* WORK TO COMPLETE *
Check each line of the data, and copy those where "direction" appears.

* Saved data entries *
· · · ·
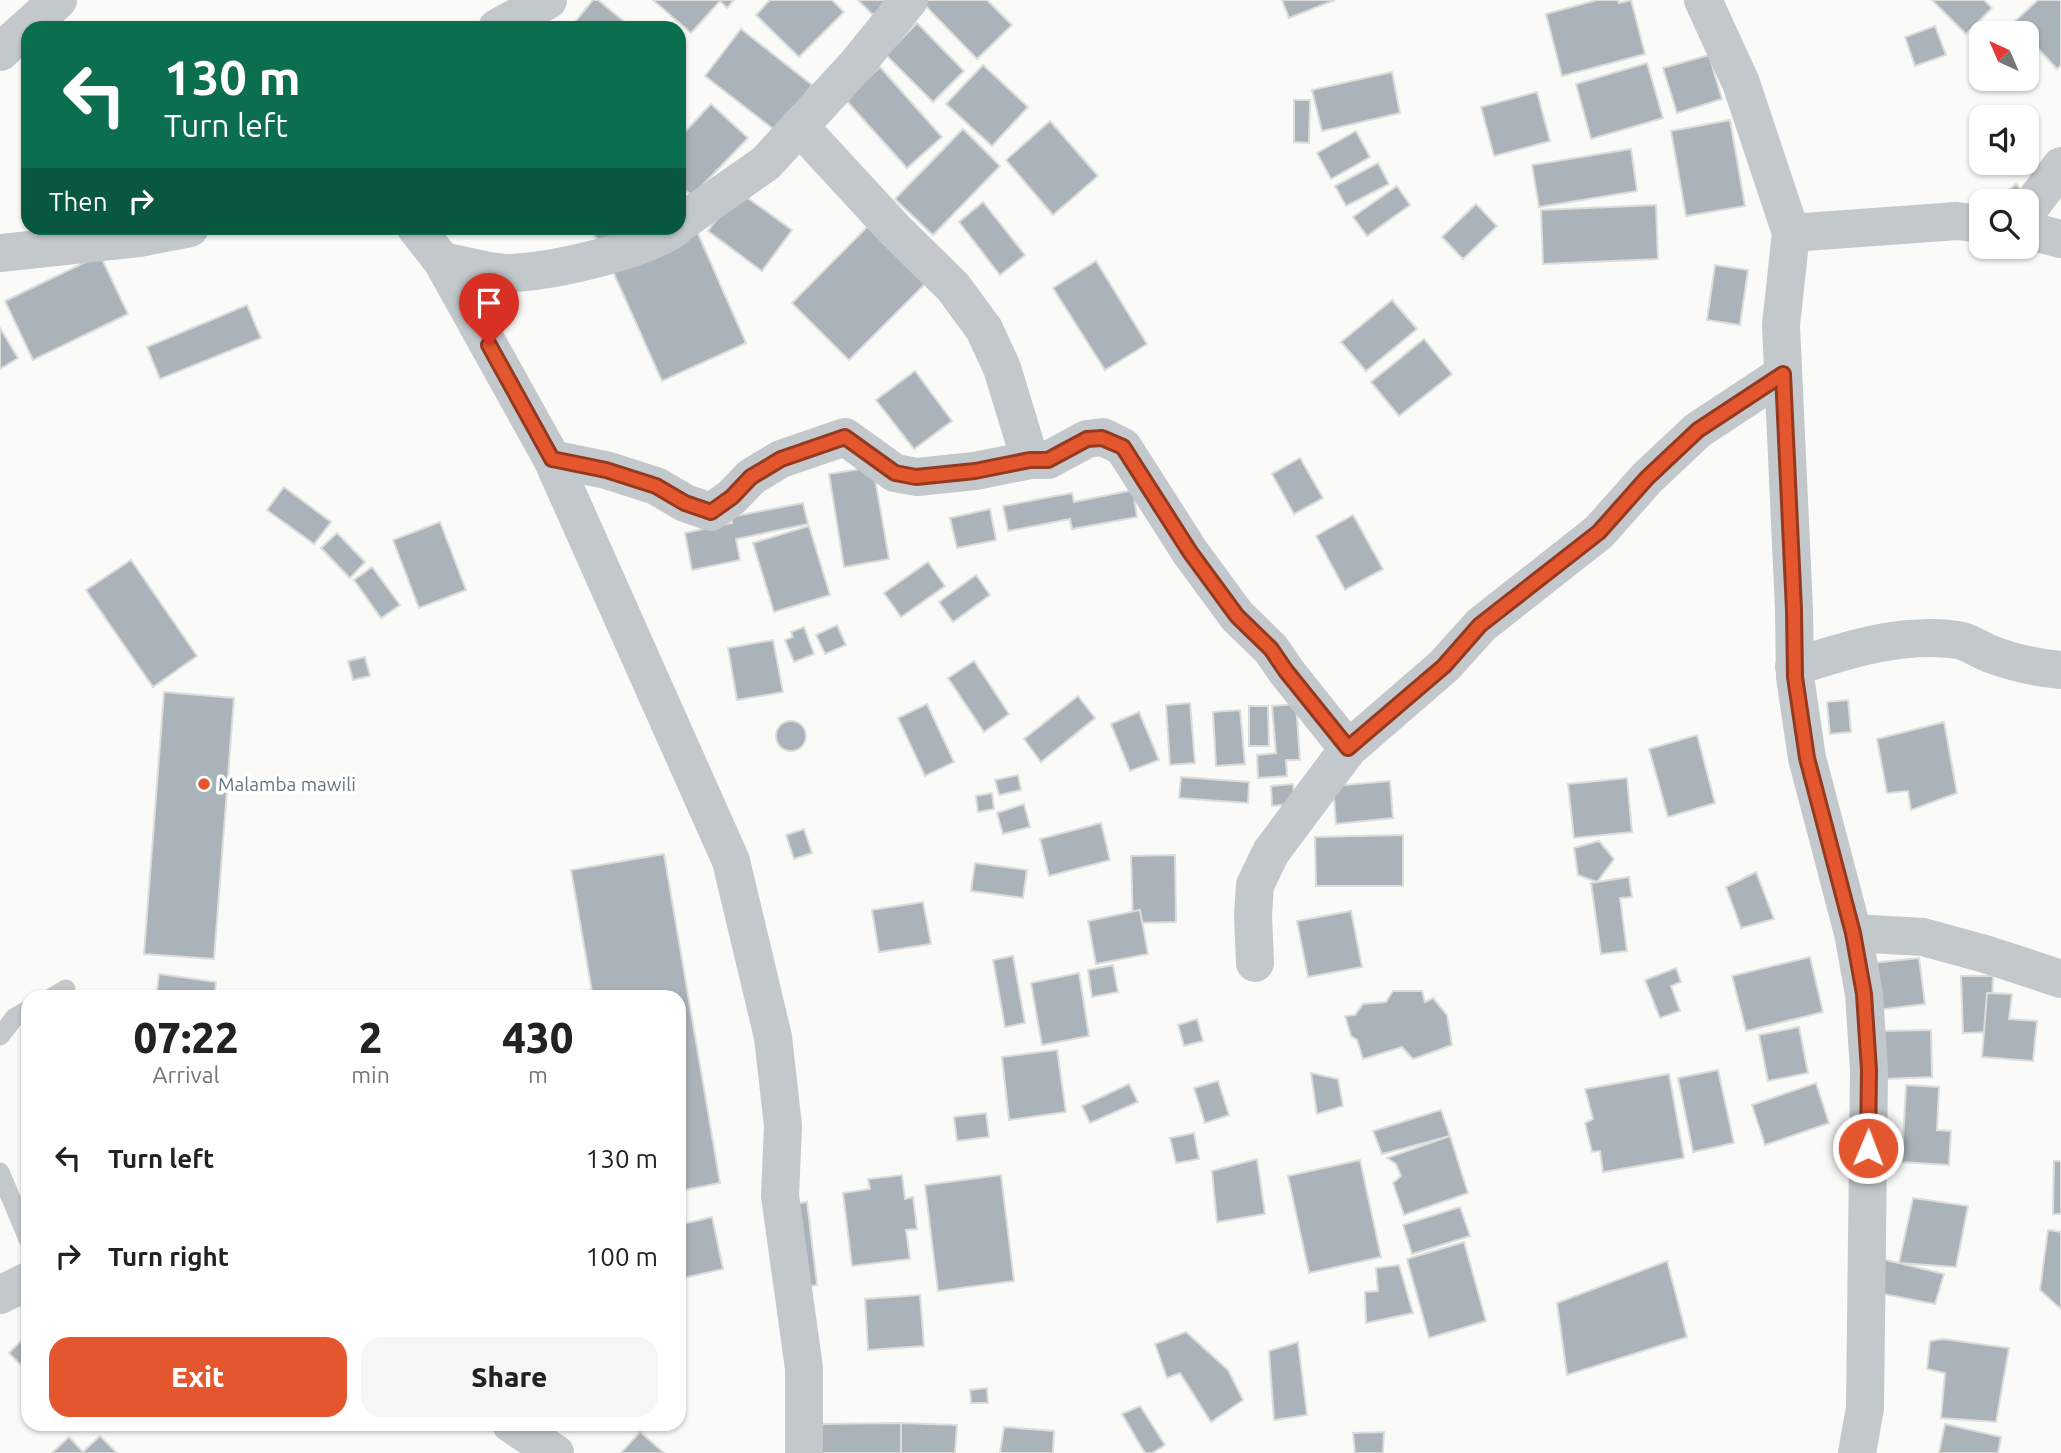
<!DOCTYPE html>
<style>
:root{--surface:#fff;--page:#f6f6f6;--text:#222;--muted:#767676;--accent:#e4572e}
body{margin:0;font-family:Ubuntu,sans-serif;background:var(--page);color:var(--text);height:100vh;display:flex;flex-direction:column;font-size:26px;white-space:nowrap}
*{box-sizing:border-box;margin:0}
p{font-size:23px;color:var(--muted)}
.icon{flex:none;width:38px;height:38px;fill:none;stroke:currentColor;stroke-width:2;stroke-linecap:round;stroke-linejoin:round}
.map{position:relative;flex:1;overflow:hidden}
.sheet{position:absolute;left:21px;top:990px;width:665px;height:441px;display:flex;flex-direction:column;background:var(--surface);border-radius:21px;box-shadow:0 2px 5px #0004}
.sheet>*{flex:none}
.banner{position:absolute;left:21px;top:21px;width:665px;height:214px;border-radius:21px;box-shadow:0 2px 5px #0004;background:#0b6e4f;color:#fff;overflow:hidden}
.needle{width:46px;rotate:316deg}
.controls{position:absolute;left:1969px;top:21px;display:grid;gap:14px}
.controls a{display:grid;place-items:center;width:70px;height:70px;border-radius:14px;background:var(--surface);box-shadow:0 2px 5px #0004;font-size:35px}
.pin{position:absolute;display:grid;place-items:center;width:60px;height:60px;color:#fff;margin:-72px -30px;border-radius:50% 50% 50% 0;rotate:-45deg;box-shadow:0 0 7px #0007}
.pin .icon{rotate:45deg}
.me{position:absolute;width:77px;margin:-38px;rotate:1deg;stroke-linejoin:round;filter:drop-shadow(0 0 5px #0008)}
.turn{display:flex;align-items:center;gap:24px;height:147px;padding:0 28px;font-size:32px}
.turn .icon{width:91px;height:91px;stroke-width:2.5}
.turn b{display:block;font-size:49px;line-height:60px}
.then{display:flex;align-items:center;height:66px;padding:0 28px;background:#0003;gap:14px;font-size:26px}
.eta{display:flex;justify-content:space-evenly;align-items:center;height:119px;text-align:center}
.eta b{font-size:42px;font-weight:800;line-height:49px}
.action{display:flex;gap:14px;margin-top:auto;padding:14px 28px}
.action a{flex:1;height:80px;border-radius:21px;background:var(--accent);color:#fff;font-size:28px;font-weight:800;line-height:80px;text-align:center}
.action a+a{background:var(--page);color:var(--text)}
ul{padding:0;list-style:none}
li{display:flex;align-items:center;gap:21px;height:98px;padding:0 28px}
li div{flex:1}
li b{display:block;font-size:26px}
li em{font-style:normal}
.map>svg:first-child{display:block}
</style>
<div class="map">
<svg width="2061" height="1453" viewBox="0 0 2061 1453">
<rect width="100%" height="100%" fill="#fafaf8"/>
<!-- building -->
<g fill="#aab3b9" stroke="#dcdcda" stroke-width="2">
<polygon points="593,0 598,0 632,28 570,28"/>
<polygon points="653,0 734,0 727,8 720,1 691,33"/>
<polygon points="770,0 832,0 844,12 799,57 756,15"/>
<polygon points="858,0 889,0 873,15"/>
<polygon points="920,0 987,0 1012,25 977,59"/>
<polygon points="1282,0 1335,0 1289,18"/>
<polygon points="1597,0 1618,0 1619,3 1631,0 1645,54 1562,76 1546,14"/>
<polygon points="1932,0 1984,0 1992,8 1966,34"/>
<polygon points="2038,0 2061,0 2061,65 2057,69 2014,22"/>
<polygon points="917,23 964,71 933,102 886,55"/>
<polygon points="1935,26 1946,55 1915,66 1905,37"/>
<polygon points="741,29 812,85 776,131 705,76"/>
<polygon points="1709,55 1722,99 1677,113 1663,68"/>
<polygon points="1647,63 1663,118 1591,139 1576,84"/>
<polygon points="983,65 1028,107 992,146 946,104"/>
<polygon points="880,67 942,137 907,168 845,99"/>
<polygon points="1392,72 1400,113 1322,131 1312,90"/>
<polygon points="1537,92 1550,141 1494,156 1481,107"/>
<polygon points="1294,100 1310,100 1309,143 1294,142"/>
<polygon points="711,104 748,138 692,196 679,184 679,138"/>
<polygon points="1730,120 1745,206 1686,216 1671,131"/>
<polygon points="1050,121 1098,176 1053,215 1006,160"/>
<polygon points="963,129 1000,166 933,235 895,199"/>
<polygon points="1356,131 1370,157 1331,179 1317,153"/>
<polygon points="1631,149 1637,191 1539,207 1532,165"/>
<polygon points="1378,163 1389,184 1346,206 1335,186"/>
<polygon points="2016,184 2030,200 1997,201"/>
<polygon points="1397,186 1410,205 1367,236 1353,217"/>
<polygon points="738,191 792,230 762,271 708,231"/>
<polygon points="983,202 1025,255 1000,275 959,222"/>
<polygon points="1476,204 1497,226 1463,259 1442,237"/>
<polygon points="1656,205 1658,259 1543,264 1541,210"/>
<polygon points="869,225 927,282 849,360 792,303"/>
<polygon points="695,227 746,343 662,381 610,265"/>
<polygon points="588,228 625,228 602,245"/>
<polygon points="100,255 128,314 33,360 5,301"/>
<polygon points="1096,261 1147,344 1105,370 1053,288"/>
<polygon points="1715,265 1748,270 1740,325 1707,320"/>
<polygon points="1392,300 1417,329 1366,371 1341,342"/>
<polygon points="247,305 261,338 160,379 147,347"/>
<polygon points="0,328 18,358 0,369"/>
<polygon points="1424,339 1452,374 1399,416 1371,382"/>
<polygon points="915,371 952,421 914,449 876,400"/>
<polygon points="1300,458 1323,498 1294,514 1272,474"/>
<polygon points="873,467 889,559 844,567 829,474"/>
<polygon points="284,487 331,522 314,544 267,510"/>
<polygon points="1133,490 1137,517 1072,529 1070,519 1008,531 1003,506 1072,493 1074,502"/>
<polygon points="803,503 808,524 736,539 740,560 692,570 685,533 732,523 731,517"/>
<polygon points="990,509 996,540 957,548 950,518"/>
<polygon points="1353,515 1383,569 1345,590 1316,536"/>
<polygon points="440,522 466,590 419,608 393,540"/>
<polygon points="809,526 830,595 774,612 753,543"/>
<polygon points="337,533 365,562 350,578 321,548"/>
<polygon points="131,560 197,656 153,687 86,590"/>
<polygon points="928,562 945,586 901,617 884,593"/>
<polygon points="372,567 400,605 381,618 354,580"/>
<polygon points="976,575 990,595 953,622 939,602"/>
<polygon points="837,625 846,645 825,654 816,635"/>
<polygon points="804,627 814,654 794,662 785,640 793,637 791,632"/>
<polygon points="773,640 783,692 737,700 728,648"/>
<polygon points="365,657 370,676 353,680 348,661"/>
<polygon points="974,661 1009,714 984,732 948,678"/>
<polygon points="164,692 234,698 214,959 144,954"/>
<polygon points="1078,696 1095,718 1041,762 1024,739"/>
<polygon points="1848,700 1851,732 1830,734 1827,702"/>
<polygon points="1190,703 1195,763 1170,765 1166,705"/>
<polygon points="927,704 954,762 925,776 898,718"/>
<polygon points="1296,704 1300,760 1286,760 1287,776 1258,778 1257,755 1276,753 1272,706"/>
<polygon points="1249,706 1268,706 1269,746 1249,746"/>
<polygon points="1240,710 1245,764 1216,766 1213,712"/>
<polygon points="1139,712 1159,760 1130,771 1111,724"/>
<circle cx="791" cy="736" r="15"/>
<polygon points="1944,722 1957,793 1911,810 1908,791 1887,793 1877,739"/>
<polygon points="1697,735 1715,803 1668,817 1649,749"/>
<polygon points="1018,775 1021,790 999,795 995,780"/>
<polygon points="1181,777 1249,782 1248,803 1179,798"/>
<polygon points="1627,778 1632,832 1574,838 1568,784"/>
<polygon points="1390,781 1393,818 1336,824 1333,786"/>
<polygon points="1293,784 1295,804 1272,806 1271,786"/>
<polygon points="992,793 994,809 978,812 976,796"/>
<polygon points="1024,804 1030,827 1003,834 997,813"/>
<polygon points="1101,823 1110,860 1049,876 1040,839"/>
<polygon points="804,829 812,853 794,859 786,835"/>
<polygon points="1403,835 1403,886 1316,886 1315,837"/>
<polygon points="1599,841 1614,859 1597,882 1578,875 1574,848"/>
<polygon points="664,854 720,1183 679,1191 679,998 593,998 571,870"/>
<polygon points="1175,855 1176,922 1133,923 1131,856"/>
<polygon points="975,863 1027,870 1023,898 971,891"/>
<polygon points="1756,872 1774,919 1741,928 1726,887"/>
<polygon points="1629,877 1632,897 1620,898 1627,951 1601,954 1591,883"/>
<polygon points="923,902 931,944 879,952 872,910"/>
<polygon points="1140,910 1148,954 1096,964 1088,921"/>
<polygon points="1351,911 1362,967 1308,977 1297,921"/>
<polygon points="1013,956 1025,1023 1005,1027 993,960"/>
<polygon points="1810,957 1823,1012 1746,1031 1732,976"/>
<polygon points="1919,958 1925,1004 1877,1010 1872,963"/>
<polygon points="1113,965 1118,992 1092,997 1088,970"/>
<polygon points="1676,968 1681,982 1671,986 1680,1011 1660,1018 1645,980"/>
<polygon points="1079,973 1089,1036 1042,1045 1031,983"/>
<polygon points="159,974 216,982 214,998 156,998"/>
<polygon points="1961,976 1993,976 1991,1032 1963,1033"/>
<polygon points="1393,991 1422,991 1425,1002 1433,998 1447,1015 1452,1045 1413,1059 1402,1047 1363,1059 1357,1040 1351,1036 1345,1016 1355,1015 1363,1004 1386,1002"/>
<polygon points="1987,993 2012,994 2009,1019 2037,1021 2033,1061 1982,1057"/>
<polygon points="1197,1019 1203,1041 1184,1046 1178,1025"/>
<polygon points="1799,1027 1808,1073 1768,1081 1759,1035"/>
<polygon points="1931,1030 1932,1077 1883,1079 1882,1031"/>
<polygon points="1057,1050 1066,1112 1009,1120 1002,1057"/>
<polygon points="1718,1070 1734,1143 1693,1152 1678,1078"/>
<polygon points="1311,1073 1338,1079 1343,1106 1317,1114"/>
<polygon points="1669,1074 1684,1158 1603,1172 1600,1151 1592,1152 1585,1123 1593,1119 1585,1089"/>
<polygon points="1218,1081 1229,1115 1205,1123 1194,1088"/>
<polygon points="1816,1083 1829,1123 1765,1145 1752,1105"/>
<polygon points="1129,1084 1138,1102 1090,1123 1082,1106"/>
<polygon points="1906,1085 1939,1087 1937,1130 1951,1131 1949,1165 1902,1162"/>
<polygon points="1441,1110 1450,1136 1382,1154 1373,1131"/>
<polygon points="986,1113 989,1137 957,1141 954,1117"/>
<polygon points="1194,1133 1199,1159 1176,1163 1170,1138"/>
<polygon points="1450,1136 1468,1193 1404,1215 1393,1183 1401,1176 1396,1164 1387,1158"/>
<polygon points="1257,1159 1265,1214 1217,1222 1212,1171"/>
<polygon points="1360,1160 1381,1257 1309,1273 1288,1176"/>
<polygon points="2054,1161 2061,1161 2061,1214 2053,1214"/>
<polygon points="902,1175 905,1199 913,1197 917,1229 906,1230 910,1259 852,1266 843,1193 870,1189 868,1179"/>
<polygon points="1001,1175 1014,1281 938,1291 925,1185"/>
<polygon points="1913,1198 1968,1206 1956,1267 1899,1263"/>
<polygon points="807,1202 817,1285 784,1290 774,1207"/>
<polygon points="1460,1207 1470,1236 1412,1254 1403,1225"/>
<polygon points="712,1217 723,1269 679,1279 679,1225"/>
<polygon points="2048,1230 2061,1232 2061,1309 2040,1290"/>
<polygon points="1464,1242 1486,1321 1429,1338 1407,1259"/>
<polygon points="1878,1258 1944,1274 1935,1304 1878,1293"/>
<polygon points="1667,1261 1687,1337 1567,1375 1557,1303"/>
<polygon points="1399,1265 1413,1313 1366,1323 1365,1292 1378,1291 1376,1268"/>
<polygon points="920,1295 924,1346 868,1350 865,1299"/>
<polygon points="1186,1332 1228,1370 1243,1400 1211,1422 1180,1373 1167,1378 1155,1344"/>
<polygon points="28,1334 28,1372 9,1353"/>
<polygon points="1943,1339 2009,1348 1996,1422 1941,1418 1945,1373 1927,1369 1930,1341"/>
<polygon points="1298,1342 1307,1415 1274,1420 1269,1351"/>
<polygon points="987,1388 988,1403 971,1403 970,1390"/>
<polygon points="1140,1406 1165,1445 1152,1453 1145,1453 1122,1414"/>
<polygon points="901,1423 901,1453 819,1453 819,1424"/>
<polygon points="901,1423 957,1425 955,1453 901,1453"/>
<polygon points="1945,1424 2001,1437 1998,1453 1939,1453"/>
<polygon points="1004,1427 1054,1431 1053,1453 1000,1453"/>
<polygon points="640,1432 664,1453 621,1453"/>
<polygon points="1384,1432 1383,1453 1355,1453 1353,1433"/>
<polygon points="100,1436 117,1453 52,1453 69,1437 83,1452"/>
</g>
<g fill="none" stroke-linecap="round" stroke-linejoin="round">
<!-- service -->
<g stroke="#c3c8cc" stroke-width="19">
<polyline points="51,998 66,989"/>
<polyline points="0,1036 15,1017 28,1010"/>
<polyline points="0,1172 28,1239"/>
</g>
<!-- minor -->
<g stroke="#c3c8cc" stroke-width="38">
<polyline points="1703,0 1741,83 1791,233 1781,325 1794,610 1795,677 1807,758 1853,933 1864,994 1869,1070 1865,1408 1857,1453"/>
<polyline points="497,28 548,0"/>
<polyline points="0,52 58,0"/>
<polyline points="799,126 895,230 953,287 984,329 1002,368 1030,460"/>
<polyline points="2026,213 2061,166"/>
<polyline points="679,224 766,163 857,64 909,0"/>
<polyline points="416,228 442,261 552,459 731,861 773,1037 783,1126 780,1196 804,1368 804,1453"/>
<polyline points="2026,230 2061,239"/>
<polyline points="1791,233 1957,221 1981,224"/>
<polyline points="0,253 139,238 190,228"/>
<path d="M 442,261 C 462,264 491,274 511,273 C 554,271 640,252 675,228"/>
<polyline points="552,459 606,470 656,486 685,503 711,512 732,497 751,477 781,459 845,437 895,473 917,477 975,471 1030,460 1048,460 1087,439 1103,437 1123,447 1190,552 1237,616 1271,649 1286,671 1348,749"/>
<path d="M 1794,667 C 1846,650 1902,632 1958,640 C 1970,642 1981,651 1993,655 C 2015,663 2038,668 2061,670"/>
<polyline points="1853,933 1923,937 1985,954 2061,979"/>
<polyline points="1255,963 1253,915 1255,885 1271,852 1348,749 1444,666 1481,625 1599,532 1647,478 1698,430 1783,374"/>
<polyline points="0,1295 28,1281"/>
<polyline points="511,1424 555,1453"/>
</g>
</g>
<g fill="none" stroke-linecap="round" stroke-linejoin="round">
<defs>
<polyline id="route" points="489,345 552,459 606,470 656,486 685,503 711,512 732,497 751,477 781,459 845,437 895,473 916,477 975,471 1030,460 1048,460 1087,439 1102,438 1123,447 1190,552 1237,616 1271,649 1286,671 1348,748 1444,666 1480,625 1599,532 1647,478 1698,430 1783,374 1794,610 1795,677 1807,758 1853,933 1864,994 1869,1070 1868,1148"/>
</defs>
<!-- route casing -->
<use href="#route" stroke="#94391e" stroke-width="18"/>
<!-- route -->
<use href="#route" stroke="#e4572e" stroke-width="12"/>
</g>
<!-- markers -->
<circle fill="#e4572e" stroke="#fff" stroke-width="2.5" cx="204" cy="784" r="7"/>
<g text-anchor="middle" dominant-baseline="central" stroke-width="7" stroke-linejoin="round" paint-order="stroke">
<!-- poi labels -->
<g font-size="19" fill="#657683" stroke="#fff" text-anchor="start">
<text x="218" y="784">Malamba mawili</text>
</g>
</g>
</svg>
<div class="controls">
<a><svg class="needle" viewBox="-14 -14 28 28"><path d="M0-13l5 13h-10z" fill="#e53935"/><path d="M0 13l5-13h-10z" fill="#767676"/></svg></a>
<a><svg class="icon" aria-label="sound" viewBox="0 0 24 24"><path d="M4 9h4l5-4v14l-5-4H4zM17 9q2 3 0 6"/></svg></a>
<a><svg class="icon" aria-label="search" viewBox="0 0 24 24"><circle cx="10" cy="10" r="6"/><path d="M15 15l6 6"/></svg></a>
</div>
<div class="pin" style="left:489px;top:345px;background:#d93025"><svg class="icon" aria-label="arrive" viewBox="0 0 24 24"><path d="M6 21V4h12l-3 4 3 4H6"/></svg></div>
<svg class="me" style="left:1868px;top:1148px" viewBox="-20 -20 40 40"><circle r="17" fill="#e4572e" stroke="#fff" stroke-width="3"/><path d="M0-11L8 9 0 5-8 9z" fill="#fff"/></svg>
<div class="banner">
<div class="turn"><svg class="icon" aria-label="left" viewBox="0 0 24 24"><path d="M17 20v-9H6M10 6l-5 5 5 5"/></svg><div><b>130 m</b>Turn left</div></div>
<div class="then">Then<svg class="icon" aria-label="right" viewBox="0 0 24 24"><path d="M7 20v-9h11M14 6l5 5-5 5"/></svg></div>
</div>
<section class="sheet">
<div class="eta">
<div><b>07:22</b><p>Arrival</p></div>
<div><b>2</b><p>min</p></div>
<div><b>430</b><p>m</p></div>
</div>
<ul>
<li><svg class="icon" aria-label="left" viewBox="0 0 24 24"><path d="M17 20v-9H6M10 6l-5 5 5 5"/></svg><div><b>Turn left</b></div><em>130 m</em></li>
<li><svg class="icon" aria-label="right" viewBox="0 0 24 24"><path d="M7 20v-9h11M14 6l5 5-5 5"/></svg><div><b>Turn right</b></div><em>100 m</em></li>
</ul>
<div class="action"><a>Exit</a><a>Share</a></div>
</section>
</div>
· · · ·
* TASK ANSWER *
body{margin:0;font-family:Ubuntu,sans-serif;background:var(--page);color:var(--text);height:100vh;display:flex;flex-direction:column;font-size:26px;white-space:nowrap}
.sheet{position:absolute;left:21px;top:990px;width:665px;height:441px;display:flex;flex-direction:column;background:var(--surface);border-radius:21px;box-shadow:0 2px 5px #0004}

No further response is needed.